> [Action item]:
This exercise calls for all the entries that follow to be set down exactly, without their images.
——————
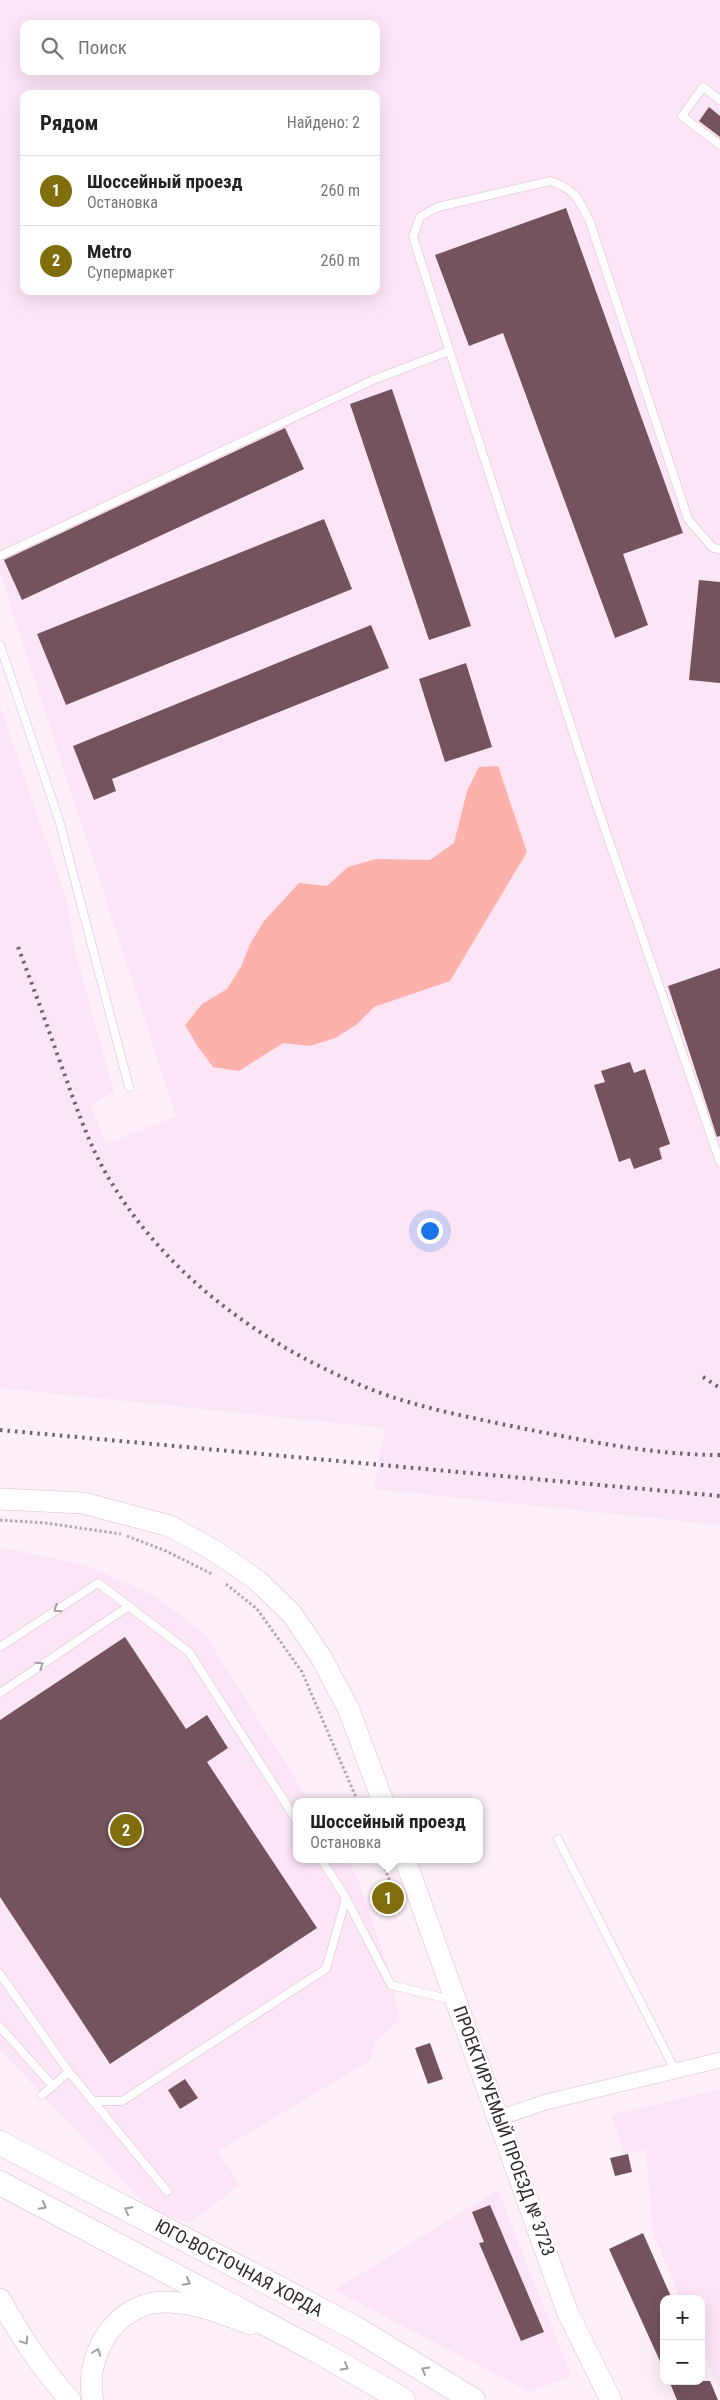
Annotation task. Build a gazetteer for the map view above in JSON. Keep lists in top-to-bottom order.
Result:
{
  "streets": {
    "main road": ["ПРОЕКТИРУЕМЫЙ ПРОЕЗД № 3723", "ЮГО-ВОСТОЧНАЯ ХОРДА"]
  },
  "page": {
    "search": "Поиск",
    "heading": ["Рядом", "Найдено: 2"],
    "list": [
      {
        "mark": "1",
        "name": "Шоссейный проезд",
        "note": "Остановка",
        "value": "260 m"
      },
      {
        "mark": "2",
        "name": "Metro",
        "note": "Супермаркет",
        "value": "260 m"
      }
    ],
    "popup": ["Шоссейный проезд", "Остановка"],
    "pins": ["2", "1"],
    "map_buttons": ["+", "−"]
  }
}
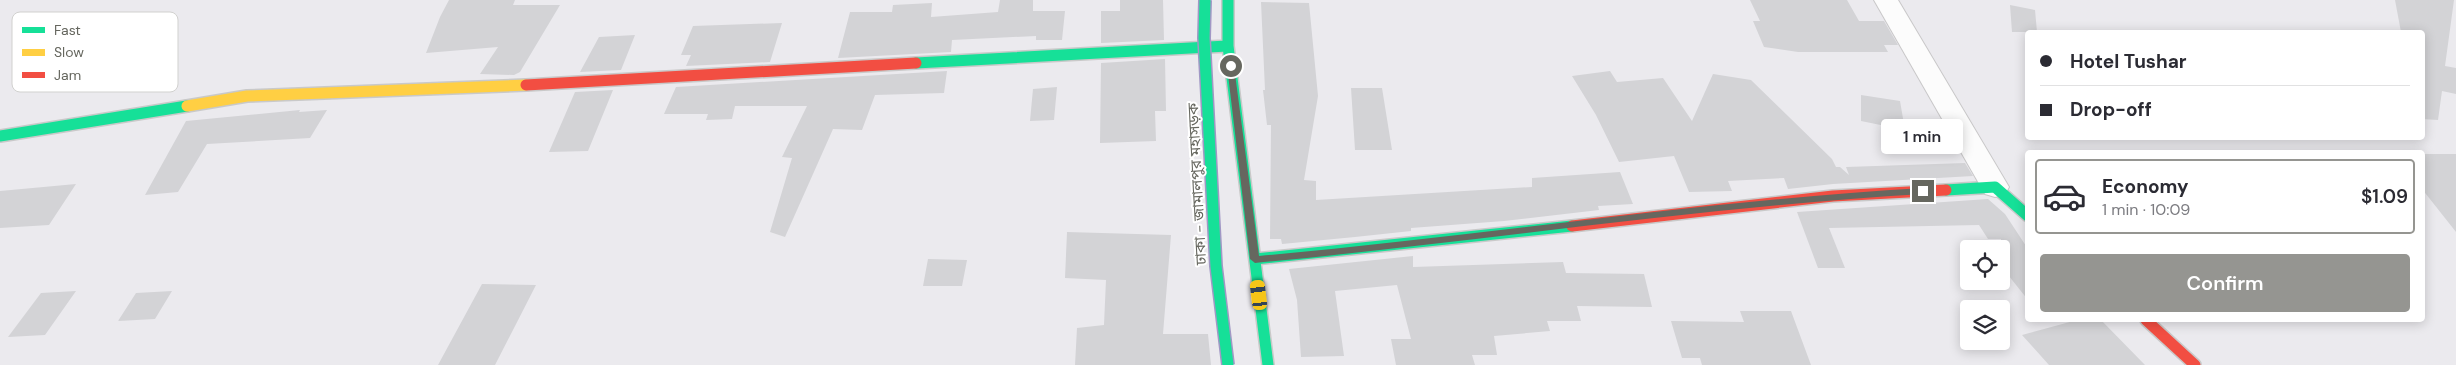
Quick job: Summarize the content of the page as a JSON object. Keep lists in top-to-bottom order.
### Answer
{
  "streets": {
    "main road": ["ঢাকা - জামালপুর মহাসড়ক"]
  },
  "legend": ["Fast", "Slow", "Jam"],
  "page": {
    "banner": ["Hotel Tushar", "Drop-off"],
    "bubble": "1 min",
    "list": [
      {
        "name": "Economy",
        "note": "1 min · 10:09",
        "value": "$1.09"
      }
    ],
    "buttons": "Confirm"
  }
}
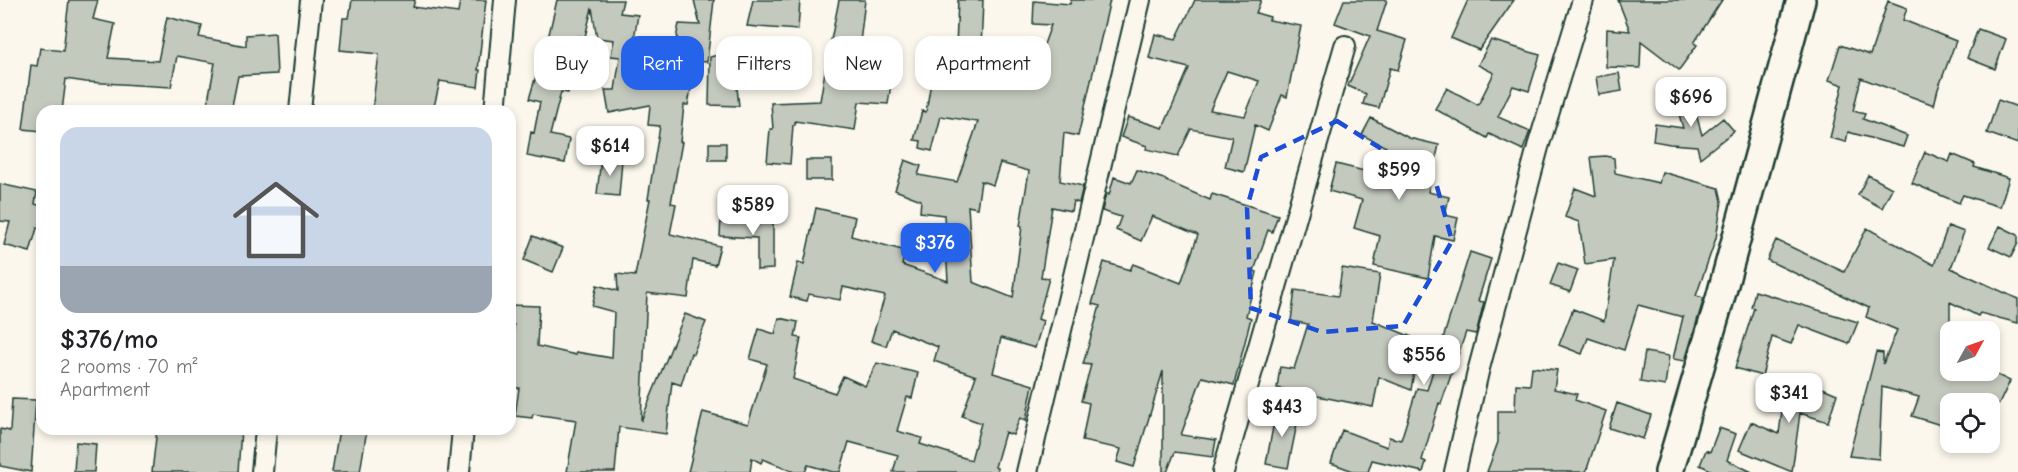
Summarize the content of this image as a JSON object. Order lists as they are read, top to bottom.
{
  "north": "top right",
  "page": {
    "chip": [
      "Buy",
      "Rent",
      "Filters",
      "New",
      "Apartment"
    ],
    "price": [
      "$696",
      "$614",
      "$599",
      "$589",
      "$376",
      "$556",
      "$341",
      "$443"
    ],
    "list": [
      {
        "name": "$376/mo",
        "note": "2 rooms · 70 m² · Apartment"
      }
    ]
  }
}
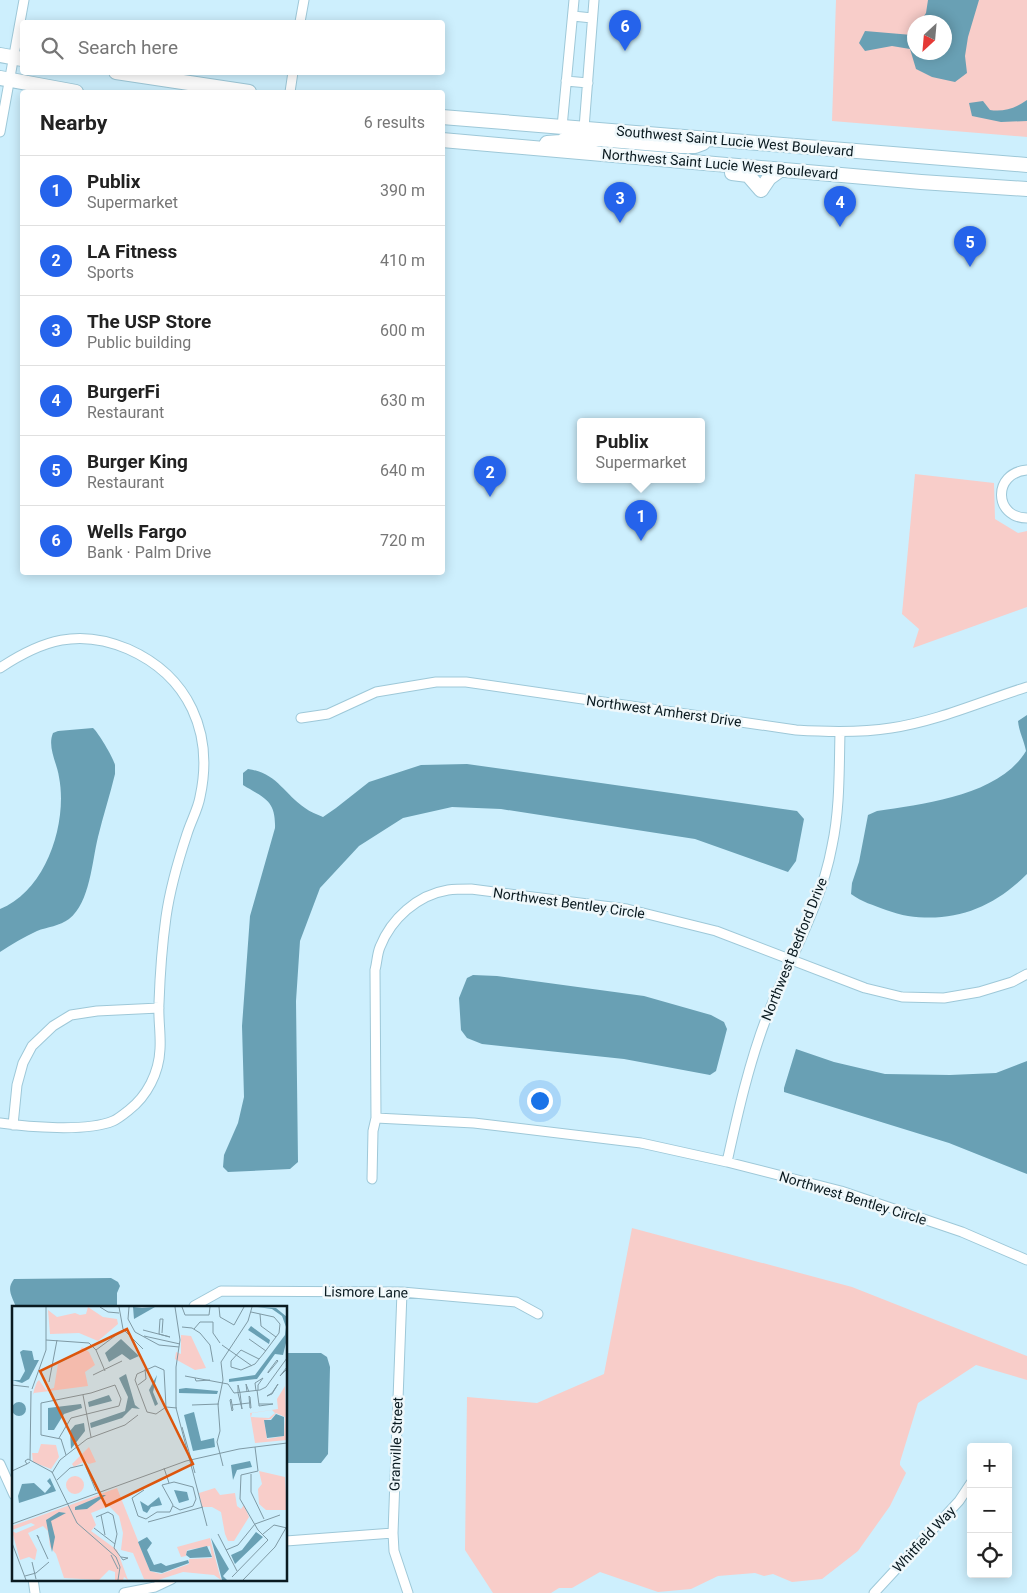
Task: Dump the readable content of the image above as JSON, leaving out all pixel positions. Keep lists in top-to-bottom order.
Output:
{
  "streets": {
    "main road": ["Southwest Saint Lucie West Boulevard", "Northwest Saint Lucie West Boulevard"],
    "street": [
      "Northwest Amherst Drive",
      "Northwest Bentley Circle",
      "Northwest Bedford Drive",
      "Lismore Lane",
      "Granville Street",
      "Whitfield Way"
    ]
  },
  "crossings": [
    ["Northwest Amherst Drive", "Northwest Bedford Drive"],
    ["Northwest Bentley Circle", "Northwest Bedford Drive"],
    ["Lismore Lane", "Granville Street"]
  ],
  "north": "bottom left",
  "page": {
    "pins": [
      "6",
      "3",
      "4",
      "5",
      "2",
      "1"
    ],
    "search": "Search here",
    "heading": ["Nearby", "6 results"],
    "list": [
      {
        "mark": "1",
        "name": "Publix",
        "note": "Supermarket",
        "value": "390 m"
      },
      {
        "mark": "2",
        "name": "LA Fitness",
        "note": "Sports",
        "value": "410 m"
      },
      {
        "mark": "3",
        "name": "The USP Store",
        "note": "Public building",
        "value": "600 m"
      },
      {
        "mark": "4",
        "name": "BurgerFi",
        "note": "Restaurant",
        "value": "630 m"
      },
      {
        "mark": "5",
        "name": "Burger King",
        "note": "Restaurant",
        "value": "640 m"
      },
      {
        "mark": "6",
        "name": "Wells Fargo",
        "note": "Bank · Palm Drive",
        "value": "720 m"
      }
    ],
    "popup": ["Publix", "Supermarket"],
    "map_buttons": ["+", "−"]
  }
}
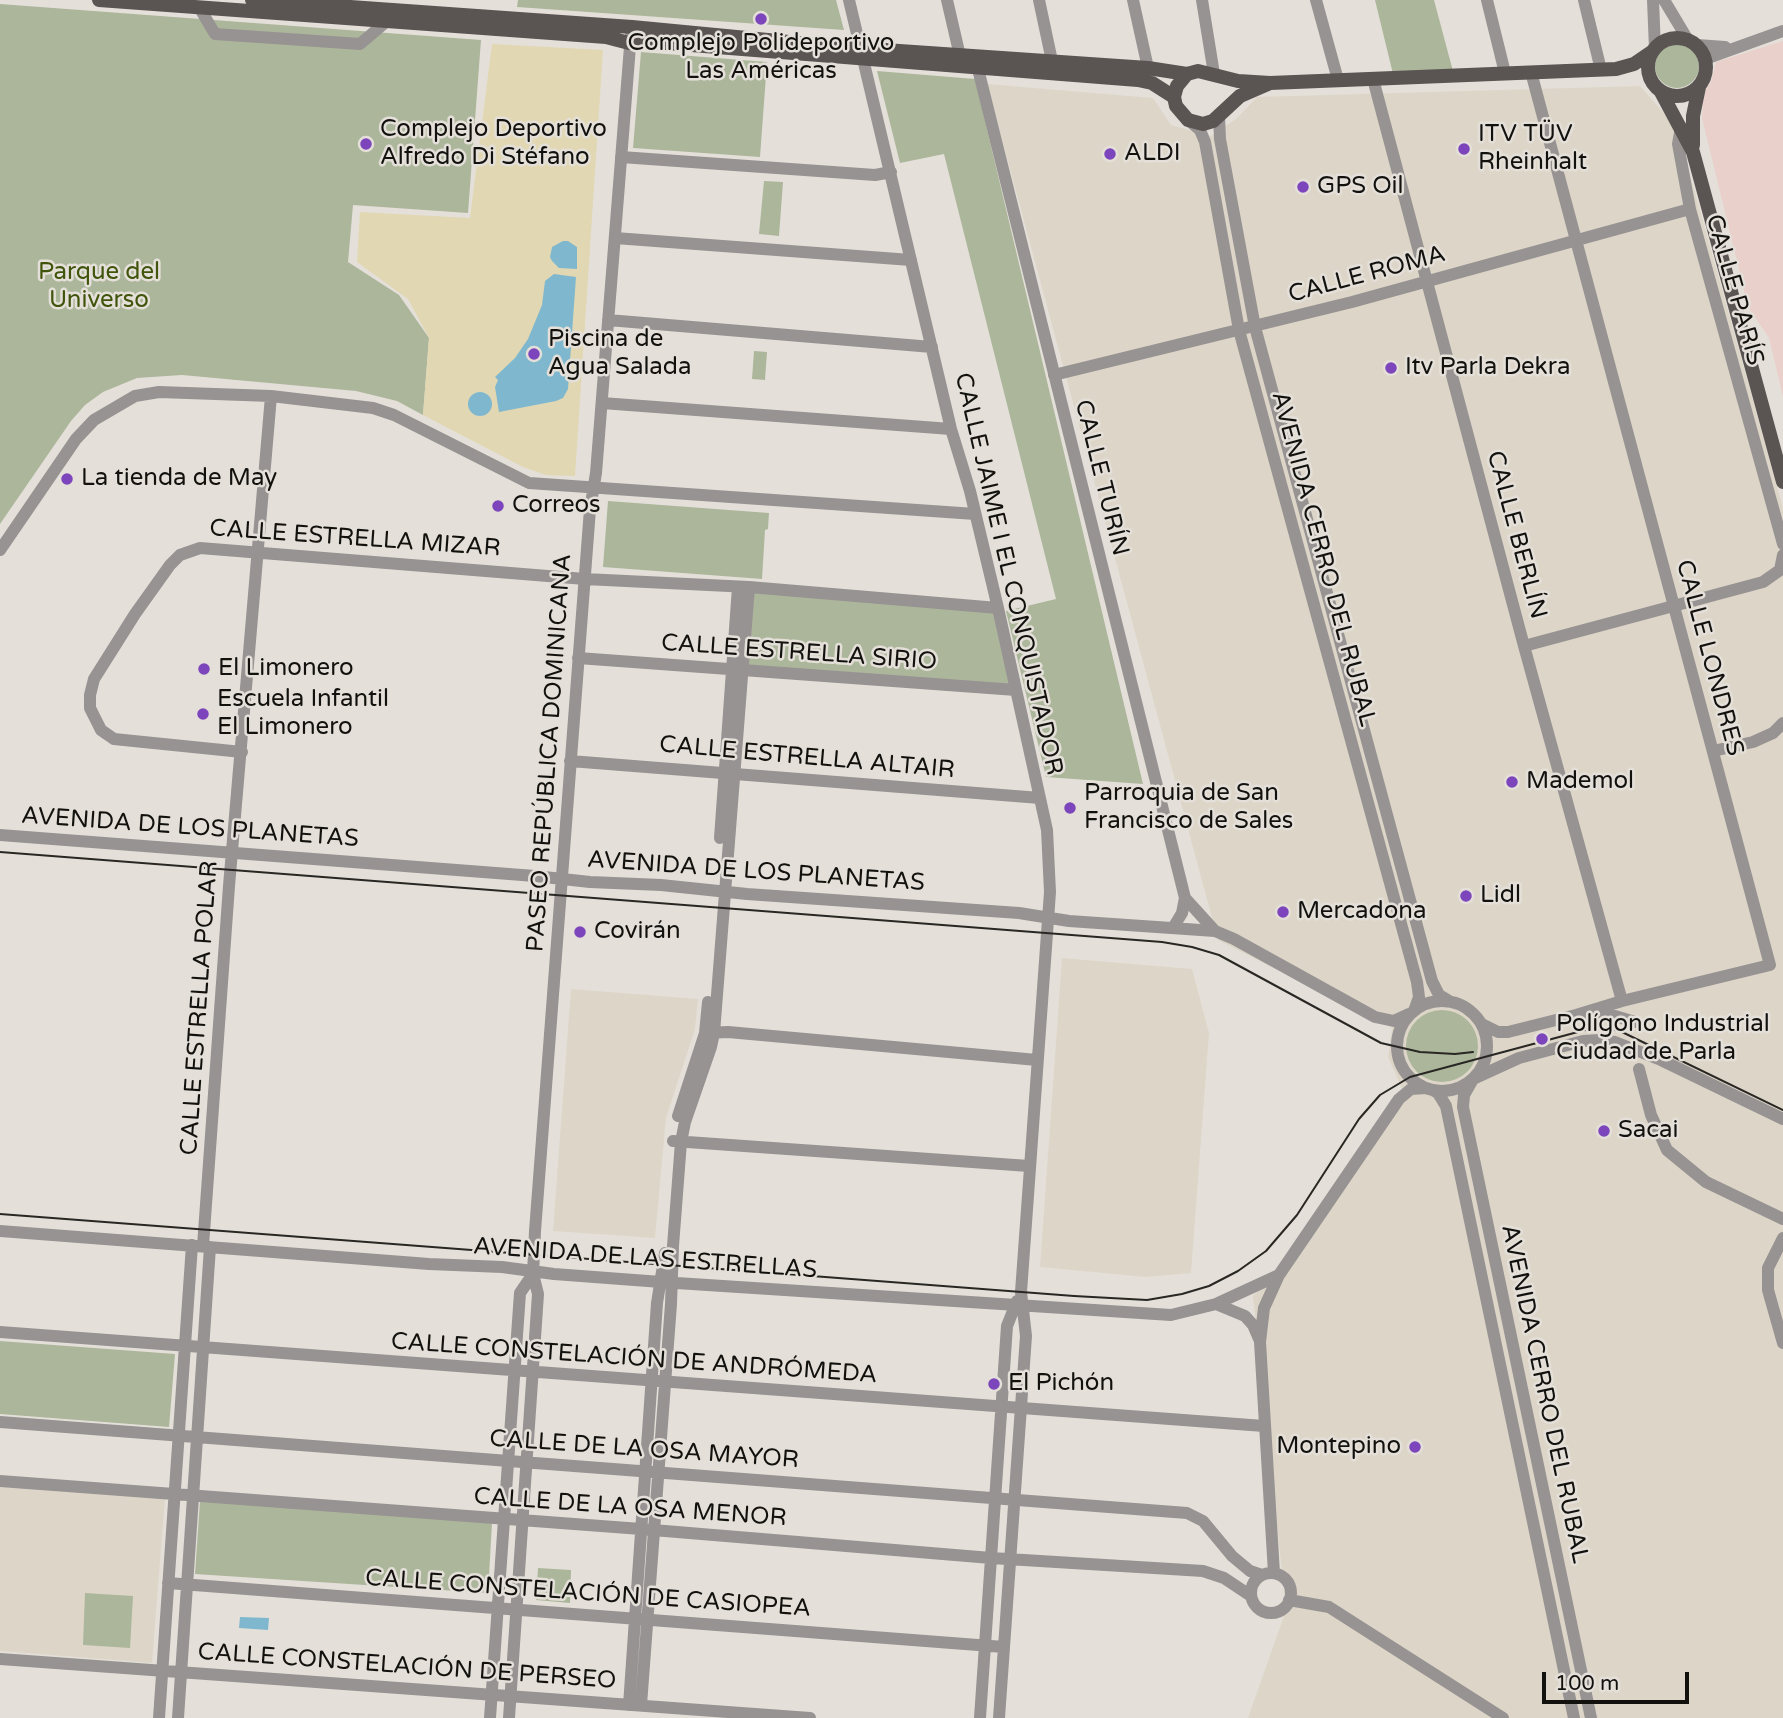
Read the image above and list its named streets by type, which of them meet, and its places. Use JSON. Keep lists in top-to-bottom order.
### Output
——————
> [Exercise answer]:
Annotation task. Build a gazetteer for the map view above in JSON. Keep lists in top-to-bottom order.
Result:
{
  "streets": {
    "main road": ["ПРОЕКТИРУЕМЫЙ ПРОЕЗД № 3723", "ЮГО-ВОСТОЧНАЯ ХОРДА"]
  },
  "page": {
    "search": "Поиск",
    "heading": ["Рядом", "Найдено: 2"],
    "list": [
      {
        "mark": "1",
        "name": "Шоссейный проезд",
        "note": "Остановка",
        "value": "260 m"
      },
      {
        "mark": "2",
        "name": "Metro",
        "note": "Супермаркет",
        "value": "260 m"
      }
    ],
    "popup": ["Шоссейный проезд", "Остановка"],
    "pins": ["2", "1"],
    "map_buttons": ["+", "−"]
  }
}
Quick job: Summarize the content of the page as a JSON object. Keep lists in top-to-bottom order.
### Answer
{
  "streets": {
    "main road": ["ঢাকা - জামালপুর মহাসড়ক"]
  },
  "legend": ["Fast", "Slow", "Jam"],
  "page": {
    "banner": ["Hotel Tushar", "Drop-off"],
    "bubble": "1 min",
    "list": [
      {
        "name": "Economy",
        "note": "1 min · 10:09",
        "value": "$1.09"
      }
    ],
    "buttons": "Confirm"
  }
}
Summarize the content of this image as a JSON object. Order lists as they are read, top to bottom.
{
  "north": "top right",
  "page": {
    "chip": [
      "Buy",
      "Rent",
      "Filters",
      "New",
      "Apartment"
    ],
    "price": [
      "$696",
      "$614",
      "$599",
      "$589",
      "$376",
      "$556",
      "$341",
      "$443"
    ],
    "list": [
      {
        "name": "$376/mo",
        "note": "2 rooms · 70 m² · Apartment"
      }
    ]
  }
}
Task: Dump the readable content of the image above as JSON, leaving out all pixel positions. Keep lists in top-to-bottom order.
Output:
{
  "streets": {
    "main road": ["Southwest Saint Lucie West Boulevard", "Northwest Saint Lucie West Boulevard"],
    "street": [
      "Northwest Amherst Drive",
      "Northwest Bentley Circle",
      "Northwest Bedford Drive",
      "Lismore Lane",
      "Granville Street",
      "Whitfield Way"
    ]
  },
  "crossings": [
    ["Northwest Amherst Drive", "Northwest Bedford Drive"],
    ["Northwest Bentley Circle", "Northwest Bedford Drive"],
    ["Lismore Lane", "Granville Street"]
  ],
  "north": "bottom left",
  "page": {
    "pins": [
      "6",
      "3",
      "4",
      "5",
      "2",
      "1"
    ],
    "search": "Search here",
    "heading": ["Nearby", "6 results"],
    "list": [
      {
        "mark": "1",
        "name": "Publix",
        "note": "Supermarket",
        "value": "390 m"
      },
      {
        "mark": "2",
        "name": "LA Fitness",
        "note": "Sports",
        "value": "410 m"
      },
      {
        "mark": "3",
        "name": "The USP Store",
        "note": "Public building",
        "value": "600 m"
      },
      {
        "mark": "4",
        "name": "BurgerFi",
        "note": "Restaurant",
        "value": "630 m"
      },
      {
        "mark": "5",
        "name": "Burger King",
        "note": "Restaurant",
        "value": "640 m"
      },
      {
        "mark": "6",
        "name": "Wells Fargo",
        "note": "Bank · Palm Drive",
        "value": "720 m"
      }
    ],
    "popup": ["Publix", "Supermarket"],
    "map_buttons": ["+", "−"]
  }
}
Read the image above and list its named streets by type, which of them meet, and its places. Use JSON. Keep lists in top-to-bottom order.
### Output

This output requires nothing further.